INTRODUCTIONSome have mistakenly assumed riches suggest godliness. Their assumptions are based upon two fallacies: the poor experience poverty in relation to their sins against God, while the rich live abundantly because of their faithful obedience to the Lord. Although it is true that riches come from God, it is not true that righteousness is always rewarded with riches, while wickedness is always punished with poverty. Some of the most faithful believers in mankind’s history owned little more than the clothes that adorned their bodies. It is both unscriptural and dangerous to assume that these faithful believers were under the judgment of God. The Bible explicitly states the response toward those who suppose that gain is godliness. The Bible says, “from such withdraw thyself.”
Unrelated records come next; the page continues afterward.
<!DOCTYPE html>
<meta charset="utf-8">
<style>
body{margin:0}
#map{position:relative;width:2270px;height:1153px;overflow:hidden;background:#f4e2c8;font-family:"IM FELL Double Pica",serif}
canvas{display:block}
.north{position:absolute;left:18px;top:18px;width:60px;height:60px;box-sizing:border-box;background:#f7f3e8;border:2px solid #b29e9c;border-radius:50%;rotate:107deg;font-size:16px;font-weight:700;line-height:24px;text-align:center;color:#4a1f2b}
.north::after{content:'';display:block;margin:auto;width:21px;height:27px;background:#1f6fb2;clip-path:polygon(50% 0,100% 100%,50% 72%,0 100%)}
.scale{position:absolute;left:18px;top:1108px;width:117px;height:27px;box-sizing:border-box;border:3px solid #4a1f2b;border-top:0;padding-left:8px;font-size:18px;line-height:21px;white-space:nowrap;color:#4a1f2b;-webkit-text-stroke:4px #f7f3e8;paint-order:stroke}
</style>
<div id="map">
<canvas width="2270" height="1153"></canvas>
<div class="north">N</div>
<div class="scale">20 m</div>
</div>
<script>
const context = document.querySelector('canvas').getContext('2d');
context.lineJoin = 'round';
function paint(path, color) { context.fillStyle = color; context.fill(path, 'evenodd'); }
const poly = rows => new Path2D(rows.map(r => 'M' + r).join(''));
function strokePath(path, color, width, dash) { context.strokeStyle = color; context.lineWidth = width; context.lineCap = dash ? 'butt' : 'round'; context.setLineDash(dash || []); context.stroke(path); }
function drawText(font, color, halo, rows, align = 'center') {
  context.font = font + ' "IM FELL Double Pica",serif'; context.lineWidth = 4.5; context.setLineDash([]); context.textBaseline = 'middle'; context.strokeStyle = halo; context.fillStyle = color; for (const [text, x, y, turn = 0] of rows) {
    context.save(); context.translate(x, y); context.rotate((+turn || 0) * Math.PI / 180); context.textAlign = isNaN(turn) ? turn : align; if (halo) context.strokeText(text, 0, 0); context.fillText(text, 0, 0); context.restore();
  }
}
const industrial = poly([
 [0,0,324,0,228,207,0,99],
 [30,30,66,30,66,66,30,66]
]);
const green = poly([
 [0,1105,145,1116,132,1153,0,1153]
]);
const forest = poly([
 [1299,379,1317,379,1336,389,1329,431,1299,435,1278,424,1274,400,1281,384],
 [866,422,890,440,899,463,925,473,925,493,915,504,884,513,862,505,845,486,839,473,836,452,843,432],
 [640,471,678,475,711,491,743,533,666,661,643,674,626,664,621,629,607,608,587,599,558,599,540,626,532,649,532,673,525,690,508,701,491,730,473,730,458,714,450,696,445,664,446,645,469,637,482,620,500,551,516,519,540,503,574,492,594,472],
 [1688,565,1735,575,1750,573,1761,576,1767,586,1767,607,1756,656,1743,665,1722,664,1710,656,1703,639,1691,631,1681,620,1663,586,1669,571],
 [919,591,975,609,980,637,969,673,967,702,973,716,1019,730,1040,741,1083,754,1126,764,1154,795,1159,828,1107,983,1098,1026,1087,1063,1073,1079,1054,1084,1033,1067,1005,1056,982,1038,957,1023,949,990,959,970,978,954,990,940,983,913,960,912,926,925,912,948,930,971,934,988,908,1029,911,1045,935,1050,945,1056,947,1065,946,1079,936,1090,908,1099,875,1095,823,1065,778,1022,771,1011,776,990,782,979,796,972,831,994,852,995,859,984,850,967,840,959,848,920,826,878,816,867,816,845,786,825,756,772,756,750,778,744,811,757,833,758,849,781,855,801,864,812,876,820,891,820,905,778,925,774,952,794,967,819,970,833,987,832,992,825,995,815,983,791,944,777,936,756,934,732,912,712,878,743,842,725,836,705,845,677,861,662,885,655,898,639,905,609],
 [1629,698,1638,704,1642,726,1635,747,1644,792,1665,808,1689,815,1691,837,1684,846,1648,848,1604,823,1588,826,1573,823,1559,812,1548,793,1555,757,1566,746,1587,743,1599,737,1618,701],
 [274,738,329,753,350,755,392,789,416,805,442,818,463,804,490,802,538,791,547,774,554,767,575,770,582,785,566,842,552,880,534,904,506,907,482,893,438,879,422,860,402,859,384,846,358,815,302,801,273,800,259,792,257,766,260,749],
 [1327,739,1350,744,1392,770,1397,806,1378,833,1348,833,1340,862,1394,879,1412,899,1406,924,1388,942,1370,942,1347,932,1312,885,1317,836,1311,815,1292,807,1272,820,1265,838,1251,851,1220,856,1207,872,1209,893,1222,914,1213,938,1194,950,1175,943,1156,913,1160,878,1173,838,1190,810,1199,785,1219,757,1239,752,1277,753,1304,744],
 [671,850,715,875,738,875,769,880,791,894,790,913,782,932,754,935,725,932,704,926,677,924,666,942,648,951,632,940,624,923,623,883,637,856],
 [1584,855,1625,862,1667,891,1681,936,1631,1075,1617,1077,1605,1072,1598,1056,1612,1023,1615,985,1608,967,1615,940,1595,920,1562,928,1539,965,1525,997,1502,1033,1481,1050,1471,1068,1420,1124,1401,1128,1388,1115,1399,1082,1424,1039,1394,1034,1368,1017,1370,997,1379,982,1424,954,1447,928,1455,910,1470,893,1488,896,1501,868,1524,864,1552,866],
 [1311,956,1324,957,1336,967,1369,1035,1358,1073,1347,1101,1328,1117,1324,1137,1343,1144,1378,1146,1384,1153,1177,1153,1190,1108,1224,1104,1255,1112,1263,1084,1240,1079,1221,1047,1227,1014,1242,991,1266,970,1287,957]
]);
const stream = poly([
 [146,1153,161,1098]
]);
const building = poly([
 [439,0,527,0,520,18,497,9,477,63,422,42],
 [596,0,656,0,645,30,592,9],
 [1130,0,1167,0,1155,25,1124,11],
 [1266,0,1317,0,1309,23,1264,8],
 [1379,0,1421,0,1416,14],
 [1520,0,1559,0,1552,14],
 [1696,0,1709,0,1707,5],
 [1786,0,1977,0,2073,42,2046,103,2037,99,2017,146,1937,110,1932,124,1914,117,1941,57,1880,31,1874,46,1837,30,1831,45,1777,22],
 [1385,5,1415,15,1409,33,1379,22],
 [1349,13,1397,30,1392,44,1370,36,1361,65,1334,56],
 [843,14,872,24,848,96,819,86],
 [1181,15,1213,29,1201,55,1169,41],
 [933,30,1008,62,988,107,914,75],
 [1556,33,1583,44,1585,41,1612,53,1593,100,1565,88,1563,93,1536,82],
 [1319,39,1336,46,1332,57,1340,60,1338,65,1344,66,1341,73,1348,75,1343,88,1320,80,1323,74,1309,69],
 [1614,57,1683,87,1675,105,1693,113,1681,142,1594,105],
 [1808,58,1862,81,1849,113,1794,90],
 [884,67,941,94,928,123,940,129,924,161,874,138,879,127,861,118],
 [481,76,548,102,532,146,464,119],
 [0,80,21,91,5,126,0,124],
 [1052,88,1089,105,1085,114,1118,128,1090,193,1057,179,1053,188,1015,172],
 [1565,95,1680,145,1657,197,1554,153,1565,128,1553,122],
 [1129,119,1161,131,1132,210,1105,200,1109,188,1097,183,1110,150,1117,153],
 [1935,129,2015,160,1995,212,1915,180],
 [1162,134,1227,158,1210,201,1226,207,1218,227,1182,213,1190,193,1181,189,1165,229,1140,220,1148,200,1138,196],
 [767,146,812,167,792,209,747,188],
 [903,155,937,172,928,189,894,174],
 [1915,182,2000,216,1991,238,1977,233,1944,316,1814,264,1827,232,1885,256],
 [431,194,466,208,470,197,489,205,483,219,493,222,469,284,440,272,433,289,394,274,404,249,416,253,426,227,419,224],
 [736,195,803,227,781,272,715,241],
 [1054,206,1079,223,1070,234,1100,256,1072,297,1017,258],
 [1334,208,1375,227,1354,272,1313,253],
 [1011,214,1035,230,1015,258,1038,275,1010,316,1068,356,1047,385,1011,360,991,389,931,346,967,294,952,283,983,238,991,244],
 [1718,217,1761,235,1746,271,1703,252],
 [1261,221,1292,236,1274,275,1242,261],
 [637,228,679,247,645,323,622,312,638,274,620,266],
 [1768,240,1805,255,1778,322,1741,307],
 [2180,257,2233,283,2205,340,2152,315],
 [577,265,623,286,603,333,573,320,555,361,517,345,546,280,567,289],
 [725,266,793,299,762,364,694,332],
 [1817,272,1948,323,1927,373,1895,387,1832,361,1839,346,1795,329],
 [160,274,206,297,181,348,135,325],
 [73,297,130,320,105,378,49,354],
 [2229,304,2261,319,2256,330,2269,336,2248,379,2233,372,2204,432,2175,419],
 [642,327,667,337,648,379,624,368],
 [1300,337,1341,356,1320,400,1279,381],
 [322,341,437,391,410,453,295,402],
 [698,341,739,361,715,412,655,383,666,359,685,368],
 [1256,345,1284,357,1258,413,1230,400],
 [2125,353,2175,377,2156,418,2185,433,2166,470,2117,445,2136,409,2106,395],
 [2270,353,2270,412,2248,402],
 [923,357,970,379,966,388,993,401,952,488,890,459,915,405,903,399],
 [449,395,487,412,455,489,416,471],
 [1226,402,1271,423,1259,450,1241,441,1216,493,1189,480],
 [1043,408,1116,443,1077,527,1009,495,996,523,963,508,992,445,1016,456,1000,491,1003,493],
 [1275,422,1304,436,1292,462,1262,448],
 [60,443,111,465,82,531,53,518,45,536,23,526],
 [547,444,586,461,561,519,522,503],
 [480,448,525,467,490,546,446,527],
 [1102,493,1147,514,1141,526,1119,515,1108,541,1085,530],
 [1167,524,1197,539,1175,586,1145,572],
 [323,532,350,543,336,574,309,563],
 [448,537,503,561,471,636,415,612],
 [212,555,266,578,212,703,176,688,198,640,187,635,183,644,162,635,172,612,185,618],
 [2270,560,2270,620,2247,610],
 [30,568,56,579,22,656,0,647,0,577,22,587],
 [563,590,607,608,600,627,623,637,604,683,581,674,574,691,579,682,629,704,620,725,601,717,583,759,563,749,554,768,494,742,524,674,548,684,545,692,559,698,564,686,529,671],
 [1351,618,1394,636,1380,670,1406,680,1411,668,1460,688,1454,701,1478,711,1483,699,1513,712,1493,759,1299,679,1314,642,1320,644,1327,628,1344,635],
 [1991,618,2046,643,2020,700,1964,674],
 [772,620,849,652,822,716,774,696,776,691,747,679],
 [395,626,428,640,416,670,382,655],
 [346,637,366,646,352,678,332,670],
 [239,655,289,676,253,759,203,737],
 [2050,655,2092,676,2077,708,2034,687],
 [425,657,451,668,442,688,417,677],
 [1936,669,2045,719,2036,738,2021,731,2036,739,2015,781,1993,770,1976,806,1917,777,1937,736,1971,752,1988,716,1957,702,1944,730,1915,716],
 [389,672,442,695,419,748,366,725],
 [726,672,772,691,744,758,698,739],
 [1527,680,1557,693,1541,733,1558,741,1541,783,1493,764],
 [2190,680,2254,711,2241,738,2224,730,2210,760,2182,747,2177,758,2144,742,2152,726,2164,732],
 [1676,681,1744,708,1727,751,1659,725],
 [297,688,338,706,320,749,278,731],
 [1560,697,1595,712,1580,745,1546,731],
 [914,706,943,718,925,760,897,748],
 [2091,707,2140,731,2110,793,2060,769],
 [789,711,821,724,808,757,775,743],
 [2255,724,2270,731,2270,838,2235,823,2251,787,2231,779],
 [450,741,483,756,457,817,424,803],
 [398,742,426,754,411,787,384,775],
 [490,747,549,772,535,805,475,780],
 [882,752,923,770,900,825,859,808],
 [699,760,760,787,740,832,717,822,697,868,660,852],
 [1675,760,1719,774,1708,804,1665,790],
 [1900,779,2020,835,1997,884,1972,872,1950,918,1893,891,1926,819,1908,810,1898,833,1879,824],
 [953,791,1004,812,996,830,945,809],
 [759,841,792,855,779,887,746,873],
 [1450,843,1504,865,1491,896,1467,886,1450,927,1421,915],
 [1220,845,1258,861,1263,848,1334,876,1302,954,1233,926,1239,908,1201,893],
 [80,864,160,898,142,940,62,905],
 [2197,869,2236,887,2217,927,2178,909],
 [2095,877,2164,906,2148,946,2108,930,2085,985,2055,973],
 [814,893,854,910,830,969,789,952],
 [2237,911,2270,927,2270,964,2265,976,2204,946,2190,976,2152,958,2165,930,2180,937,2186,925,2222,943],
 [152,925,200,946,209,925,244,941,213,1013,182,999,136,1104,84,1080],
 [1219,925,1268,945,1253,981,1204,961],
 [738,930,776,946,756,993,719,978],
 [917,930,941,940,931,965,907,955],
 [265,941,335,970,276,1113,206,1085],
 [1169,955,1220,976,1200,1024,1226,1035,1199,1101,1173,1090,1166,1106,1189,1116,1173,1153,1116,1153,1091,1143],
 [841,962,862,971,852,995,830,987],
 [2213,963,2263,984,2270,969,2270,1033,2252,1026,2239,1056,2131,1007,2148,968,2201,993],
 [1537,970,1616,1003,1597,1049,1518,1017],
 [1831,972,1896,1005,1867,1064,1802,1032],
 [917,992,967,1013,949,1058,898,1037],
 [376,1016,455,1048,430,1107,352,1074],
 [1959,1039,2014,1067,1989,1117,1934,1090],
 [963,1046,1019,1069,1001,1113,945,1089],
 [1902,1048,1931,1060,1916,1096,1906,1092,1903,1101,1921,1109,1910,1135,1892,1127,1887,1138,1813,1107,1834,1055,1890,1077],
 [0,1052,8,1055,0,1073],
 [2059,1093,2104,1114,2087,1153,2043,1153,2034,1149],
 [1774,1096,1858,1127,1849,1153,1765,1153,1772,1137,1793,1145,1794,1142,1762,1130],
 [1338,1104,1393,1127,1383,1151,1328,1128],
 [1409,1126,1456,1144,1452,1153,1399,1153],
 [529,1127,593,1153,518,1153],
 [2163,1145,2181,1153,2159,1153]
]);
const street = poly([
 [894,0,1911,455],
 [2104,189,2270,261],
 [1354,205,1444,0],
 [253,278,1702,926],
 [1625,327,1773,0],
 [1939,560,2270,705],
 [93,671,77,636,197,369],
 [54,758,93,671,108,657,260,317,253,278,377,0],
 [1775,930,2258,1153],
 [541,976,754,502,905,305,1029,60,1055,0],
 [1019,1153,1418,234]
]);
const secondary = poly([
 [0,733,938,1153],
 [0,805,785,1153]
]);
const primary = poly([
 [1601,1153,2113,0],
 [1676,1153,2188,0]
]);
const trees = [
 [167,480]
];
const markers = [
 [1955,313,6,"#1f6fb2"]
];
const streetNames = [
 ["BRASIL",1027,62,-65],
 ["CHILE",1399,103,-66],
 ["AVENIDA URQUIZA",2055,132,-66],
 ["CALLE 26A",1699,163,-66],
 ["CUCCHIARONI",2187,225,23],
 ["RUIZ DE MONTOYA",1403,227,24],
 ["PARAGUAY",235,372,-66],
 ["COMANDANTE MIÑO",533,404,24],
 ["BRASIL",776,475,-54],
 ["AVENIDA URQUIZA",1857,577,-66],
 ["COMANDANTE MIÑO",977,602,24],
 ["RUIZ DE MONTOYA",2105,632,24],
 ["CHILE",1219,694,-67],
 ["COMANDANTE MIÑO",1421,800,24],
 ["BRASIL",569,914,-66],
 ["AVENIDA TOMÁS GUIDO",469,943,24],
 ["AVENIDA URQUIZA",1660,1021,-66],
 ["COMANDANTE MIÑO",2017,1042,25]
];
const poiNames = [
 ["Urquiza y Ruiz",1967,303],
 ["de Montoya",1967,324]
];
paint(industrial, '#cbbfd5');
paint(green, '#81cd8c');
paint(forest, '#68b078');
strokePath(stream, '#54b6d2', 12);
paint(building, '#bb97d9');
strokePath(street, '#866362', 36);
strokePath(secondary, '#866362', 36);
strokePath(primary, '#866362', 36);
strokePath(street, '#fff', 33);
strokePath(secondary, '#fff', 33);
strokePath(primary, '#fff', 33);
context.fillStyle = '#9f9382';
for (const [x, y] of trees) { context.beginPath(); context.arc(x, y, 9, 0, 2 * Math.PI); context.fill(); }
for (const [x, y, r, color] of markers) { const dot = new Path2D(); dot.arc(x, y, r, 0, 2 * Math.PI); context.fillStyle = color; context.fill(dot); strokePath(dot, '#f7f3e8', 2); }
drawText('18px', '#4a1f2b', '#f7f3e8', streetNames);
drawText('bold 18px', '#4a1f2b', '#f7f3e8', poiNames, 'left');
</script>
- (For children): The rich young ruler thought he was godly, but Jesus thought otherwise (Luke 18:18-24). Compare what Jesus thought of the poor widow (Luke 21:1-4). Gain does not mean godliness (Psalm 37:16).
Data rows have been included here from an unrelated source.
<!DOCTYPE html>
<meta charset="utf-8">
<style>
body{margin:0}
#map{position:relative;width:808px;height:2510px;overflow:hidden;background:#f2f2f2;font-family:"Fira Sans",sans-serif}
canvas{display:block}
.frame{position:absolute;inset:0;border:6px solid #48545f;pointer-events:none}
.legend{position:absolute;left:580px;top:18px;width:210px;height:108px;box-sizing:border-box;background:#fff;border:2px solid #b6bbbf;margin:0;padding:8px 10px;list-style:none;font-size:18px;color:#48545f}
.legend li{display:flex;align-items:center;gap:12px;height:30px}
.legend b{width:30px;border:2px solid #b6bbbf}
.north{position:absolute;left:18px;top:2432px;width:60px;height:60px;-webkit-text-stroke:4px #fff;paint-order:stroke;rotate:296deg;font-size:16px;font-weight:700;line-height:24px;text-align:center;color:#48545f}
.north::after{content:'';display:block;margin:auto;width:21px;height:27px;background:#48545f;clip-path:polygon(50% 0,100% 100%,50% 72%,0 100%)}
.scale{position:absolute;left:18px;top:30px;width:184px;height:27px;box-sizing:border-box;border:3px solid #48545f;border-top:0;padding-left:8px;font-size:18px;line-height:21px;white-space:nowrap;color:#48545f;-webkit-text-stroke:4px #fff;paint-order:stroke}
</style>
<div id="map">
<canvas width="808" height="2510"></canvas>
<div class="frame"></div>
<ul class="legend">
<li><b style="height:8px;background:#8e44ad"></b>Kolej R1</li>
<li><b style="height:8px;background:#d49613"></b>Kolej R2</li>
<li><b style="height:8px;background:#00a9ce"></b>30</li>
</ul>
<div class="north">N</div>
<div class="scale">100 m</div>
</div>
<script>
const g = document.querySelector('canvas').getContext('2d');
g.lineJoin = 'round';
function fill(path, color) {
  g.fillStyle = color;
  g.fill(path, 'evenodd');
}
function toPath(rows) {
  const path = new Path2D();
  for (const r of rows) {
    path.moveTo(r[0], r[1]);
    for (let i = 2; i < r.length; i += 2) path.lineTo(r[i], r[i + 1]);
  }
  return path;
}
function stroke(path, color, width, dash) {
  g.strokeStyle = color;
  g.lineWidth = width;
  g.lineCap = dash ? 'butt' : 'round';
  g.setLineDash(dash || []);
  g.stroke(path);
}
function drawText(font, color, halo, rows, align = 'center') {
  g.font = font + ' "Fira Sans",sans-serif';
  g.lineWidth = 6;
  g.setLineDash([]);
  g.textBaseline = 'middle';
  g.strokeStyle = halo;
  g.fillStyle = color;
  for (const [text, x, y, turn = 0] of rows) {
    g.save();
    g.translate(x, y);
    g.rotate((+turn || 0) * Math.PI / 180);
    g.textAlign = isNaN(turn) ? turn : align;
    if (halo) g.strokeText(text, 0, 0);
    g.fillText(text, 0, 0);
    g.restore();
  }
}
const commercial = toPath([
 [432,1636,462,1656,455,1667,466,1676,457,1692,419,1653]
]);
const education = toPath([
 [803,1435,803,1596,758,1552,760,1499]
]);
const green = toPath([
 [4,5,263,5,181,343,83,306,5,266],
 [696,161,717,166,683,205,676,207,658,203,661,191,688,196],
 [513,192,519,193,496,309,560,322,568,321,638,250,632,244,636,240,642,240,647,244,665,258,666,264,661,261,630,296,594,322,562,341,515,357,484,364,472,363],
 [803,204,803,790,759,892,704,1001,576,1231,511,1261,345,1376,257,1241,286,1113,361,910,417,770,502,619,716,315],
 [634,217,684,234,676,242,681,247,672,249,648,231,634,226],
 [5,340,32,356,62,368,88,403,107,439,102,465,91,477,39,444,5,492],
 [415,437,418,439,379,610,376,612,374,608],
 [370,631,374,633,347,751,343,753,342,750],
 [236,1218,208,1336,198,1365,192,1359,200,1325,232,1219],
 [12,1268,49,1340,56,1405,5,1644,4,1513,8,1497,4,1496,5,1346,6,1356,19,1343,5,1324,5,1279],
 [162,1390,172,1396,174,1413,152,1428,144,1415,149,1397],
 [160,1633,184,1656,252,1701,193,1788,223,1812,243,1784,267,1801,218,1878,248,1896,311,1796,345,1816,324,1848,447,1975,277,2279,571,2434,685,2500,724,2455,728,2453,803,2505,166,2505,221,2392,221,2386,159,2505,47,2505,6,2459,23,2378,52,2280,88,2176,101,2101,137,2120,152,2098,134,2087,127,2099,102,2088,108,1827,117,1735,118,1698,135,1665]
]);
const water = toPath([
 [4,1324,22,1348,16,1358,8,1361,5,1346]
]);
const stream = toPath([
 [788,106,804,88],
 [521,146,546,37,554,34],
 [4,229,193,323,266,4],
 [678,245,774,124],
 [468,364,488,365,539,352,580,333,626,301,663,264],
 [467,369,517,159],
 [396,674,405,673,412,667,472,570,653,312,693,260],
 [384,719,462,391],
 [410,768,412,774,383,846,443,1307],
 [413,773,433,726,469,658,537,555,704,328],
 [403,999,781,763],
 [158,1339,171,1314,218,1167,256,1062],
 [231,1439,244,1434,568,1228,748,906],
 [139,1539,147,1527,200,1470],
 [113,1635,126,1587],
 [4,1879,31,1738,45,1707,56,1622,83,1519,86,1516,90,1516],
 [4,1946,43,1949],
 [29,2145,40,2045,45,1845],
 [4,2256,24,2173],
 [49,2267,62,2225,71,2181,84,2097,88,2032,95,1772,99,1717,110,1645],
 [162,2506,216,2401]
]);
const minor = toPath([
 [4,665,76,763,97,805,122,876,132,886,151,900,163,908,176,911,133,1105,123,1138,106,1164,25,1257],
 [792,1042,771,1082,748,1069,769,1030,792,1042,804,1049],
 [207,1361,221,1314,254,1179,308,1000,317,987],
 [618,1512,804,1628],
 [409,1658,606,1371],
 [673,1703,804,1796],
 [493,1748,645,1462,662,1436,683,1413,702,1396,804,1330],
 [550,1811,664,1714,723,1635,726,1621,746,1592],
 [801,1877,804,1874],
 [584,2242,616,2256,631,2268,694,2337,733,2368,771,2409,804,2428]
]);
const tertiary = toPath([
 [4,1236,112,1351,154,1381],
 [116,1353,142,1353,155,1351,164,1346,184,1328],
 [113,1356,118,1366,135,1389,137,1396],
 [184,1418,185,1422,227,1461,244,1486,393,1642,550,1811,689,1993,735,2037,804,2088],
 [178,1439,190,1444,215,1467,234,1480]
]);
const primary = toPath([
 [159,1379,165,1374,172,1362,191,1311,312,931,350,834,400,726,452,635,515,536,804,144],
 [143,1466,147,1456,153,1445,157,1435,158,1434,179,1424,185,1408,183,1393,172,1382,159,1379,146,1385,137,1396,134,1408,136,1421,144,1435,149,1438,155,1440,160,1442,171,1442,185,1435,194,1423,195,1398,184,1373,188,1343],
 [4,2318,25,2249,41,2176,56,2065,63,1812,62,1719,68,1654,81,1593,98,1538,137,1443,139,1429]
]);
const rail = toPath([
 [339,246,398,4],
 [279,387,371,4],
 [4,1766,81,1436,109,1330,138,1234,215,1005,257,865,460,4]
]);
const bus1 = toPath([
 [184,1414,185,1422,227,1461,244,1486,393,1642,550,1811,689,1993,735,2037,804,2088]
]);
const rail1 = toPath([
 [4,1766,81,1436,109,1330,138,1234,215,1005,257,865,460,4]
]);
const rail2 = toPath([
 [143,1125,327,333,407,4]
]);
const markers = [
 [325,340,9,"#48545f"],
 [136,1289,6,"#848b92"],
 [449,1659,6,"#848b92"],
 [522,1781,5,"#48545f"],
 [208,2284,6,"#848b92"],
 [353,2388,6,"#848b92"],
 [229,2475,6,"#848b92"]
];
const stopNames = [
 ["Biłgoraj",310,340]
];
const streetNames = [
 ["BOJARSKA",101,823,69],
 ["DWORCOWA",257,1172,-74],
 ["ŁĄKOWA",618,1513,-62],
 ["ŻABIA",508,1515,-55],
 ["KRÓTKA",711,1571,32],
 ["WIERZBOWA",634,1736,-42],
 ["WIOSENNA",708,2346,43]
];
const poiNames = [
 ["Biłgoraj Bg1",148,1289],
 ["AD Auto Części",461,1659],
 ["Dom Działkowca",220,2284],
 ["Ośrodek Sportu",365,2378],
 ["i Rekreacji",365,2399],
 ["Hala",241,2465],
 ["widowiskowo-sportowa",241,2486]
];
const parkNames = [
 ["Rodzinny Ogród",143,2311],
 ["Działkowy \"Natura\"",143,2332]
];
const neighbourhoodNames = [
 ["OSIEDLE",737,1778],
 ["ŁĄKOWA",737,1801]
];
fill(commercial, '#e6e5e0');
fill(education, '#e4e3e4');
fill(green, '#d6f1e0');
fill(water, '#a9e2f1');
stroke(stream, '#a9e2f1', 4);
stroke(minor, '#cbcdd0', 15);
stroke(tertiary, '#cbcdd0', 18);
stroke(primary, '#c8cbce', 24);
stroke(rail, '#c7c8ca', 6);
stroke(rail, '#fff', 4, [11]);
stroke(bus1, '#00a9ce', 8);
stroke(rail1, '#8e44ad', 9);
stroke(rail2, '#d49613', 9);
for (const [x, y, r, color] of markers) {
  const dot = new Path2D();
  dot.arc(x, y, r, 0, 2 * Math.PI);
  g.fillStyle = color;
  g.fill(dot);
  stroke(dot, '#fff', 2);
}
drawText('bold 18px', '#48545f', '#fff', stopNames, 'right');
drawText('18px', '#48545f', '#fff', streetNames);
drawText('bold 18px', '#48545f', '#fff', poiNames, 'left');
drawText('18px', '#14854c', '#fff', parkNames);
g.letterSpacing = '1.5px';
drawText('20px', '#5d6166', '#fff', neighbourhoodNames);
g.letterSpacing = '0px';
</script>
- (For everyone): Who were some rich people in the scripture who lived wicked lives? Who were some righteous people who experienced poverty? How do these examples prove that gain is not godliness?
- Why would the supposition that gain is godliness be so dangerous that the Lord would tell His people to withdraw themselves from people who held such beliefs?
- Ask God to help remind you that gain is not necessarily godliness.
- Ask the Lord to teach you how to live contently.